Minha opinião sobre Santa Catarina ainda é, creio, ambígua.

Morei em Balneário Camboriú, então estive em contato direto com o frenesi juvenil do lugar, o que pode ser desvantajoso num domingo à noite. Conheci o lado mais tradicional do estado em Blumenau, num festival de chopp em que vovôs dançavam com os netos, e em Brusque, comprando toalhas e malhas de frio. Espero um dia tomar um chopp Eisenbahn com meu neto; espero que ele não precise ir a Brusque pra comprar toalhas.

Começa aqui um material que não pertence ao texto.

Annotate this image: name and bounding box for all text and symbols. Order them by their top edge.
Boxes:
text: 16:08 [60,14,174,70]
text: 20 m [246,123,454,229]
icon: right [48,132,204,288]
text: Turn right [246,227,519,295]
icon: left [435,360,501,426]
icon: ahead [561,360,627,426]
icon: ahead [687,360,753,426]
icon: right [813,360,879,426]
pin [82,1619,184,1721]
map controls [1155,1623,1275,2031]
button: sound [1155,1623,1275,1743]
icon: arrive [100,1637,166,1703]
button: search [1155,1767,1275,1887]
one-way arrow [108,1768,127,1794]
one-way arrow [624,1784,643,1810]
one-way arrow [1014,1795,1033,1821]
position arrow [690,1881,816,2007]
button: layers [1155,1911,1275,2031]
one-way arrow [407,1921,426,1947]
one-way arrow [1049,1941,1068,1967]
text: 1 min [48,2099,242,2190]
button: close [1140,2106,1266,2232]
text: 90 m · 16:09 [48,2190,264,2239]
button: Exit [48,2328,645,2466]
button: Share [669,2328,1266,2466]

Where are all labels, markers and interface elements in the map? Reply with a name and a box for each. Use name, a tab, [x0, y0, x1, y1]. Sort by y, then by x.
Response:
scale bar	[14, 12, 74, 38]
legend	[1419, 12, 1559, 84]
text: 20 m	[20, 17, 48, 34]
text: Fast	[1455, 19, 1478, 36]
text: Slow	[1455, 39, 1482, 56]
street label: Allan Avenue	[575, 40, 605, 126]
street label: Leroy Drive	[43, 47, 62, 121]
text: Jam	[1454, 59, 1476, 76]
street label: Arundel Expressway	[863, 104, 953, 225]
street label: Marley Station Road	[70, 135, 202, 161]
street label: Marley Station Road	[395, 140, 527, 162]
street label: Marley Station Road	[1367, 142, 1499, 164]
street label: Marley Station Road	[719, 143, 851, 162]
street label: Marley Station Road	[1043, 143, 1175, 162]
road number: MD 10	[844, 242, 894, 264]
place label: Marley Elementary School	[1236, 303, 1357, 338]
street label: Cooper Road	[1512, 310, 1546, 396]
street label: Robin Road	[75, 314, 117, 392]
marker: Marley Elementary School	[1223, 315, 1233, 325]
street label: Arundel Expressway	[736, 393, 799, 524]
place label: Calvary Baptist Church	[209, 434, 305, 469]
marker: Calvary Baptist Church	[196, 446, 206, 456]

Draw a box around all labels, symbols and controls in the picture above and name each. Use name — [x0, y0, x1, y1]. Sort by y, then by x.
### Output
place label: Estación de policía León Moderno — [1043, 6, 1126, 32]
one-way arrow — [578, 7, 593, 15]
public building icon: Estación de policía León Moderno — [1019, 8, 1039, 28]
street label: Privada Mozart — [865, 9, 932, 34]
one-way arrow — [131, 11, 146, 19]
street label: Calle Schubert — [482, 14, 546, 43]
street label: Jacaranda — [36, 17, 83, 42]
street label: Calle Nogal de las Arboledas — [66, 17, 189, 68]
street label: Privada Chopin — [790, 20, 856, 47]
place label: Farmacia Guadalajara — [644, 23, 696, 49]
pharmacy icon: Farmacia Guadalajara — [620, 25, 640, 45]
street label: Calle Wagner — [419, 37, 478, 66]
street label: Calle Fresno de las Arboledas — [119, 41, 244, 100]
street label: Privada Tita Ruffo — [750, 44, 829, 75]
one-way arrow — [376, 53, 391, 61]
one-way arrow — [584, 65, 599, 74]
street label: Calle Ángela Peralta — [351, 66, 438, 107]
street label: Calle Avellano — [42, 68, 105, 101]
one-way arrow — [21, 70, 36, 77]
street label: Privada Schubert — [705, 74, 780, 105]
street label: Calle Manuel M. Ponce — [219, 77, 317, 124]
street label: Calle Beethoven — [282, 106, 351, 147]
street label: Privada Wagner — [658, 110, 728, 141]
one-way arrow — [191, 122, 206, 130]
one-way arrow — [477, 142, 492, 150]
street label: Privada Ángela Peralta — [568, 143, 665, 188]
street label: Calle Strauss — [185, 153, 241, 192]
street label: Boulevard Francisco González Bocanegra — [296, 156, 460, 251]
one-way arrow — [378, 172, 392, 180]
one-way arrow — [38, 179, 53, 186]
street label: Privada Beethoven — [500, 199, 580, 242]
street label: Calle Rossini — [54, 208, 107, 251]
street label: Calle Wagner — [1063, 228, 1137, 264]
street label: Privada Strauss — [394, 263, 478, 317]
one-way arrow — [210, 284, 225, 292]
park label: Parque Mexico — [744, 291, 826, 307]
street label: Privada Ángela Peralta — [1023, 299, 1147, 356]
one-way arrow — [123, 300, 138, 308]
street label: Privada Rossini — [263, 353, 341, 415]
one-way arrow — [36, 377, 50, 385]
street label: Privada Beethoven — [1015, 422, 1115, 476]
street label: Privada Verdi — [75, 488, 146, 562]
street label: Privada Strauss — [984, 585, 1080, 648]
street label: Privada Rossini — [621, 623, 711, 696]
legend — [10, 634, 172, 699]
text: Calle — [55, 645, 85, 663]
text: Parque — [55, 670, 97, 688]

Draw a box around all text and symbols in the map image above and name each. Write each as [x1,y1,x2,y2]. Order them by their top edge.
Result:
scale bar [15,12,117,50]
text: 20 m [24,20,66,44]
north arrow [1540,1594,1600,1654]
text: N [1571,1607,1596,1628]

Balneário, apesar de bem arrumada, não consegue escapar à sina das cidades litorâneas: péssimo atendimento em hotéis e restaurantes, comida sem graça, malandro de sunga no elevador etc. Uma desvantagem peculiar do local é a quantidade assombrosa de argentinos e uruguaios malcriados. Comparado com o Rio, temos ainda um paraíso: as praias são mais bonitas e as banhistas não fazem por menos.

Não estou voltando a São Paulo por opção própria, mas confesso que certas facilidades da cidade grande já estavam fazendo falta, como poder mandar o carro para a oficina depois das 18.00h e comer um hamburguer depois das 2.00h. Por algum motivo nada misterioso, praia não combina com trabalho depois do expediente.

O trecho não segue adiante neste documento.